◆ WHAT THE TASK ASKS: Write out every record in full, exactly as written, please.

[Stored items]
+++

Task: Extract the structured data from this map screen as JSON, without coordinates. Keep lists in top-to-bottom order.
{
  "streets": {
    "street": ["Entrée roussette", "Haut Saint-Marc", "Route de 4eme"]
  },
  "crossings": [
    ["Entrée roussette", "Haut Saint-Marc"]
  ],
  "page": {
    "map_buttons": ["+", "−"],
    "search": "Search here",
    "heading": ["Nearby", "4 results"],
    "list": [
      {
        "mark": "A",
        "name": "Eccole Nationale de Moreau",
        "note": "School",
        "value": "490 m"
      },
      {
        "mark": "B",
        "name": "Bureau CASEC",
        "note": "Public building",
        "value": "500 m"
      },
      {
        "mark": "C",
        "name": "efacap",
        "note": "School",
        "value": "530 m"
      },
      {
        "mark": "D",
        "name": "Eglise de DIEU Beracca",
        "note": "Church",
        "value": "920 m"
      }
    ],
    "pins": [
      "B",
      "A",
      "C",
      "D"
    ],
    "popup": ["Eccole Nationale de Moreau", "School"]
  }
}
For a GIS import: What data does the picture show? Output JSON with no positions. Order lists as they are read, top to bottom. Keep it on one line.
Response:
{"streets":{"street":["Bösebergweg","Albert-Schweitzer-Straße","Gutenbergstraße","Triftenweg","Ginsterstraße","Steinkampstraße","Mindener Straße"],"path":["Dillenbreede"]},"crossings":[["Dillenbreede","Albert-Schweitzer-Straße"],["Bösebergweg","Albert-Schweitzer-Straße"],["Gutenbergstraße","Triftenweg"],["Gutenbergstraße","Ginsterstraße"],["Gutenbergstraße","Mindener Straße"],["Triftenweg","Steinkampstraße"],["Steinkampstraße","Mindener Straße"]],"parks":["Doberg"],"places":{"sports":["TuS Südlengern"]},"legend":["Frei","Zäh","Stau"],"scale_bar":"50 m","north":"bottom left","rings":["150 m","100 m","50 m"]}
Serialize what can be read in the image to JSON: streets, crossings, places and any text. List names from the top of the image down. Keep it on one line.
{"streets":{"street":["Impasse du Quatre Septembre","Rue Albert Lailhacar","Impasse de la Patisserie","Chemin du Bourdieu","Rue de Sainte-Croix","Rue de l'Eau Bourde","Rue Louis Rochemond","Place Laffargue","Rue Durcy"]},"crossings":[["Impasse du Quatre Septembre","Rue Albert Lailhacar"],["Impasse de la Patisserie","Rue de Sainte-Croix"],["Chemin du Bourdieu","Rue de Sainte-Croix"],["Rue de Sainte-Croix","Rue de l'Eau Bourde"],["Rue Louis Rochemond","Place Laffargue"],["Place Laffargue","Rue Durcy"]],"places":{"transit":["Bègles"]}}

+++

◆ WRITTEN ANSWER:
Task: Extract the structured data from this map screen as JSON, without coordinates. Keep lists in top-to-bottom order.
{
  "streets": {
    "street": ["Entrée roussette", "Haut Saint-Marc", "Route de 4eme"]
  },
  "crossings": [
    ["Entrée roussette", "Haut Saint-Marc"]
  ],
  "page": {
    "map_buttons": ["+", "−"],
    "search": "Search here",
    "heading": ["Nearby", "4 results"],
    "list": [
      {
        "mark": "A",
        "name": "Eccole Nationale de Moreau",
        "note": "School",
        "value": "490 m"
      },
      {
        "mark": "B",
        "name": "Bureau CASEC",
        "note": "Public building",
        "value": "500 m"
      },
      {
        "mark": "C",
        "name": "efacap",
        "note": "School",
        "value": "530 m"
      },
      {
        "mark": "D",
        "name": "Eglise de DIEU Beracca",
        "note": "Church",
        "value": "920 m"
      }
    ],
    "pins": [
      "B",
      "A",
      "C",
      "D"
    ],
    "popup": ["Eccole Nationale de Moreau", "School"]
  }
}
For a GIS import: What data does the picture show? Output JSON with no positions. Order lists as they are read, top to bottom. Keep it on one line.
Response:
{"streets":{"street":["Bösebergweg","Albert-Schweitzer-Straße","Gutenbergstraße","Triftenweg","Ginsterstraße","Steinkampstraße","Mindener Straße"],"path":["Dillenbreede"]},"crossings":[["Dillenbreede","Albert-Schweitzer-Straße"],["Bösebergweg","Albert-Schweitzer-Straße"],["Gutenbergstraße","Triftenweg"],["Gutenbergstraße","Ginsterstraße"],["Gutenbergstraße","Mindener Straße"],["Triftenweg","Steinkampstraße"],["Steinkampstraße","Mindener Straße"]],"parks":["Doberg"],"places":{"sports":["TuS Südlengern"]},"legend":["Frei","Zäh","Stau"],"scale_bar":"50 m","north":"bottom left","rings":["150 m","100 m","50 m"]}
Serialize what can be read in the image to JSON: streets, crossings, places and any text. List names from the top of the image down. Keep it on one line.
{"streets":{"street":["Impasse du Quatre Septembre","Rue Albert Lailhacar","Impasse de la Patisserie","Chemin du Bourdieu","Rue de Sainte-Croix","Rue de l'Eau Bourde","Rue Louis Rochemond","Place Laffargue","Rue Durcy"]},"crossings":[["Impasse du Quatre Septembre","Rue Albert Lailhacar"],["Impasse de la Patisserie","Rue de Sainte-Croix"],["Chemin du Bourdieu","Rue de Sainte-Croix"],["Rue de Sainte-Croix","Rue de l'Eau Bourde"],["Rue Louis Rochemond","Place Laffargue"],["Place Laffargue","Rue Durcy"]],"places":{"transit":["Bègles"]}}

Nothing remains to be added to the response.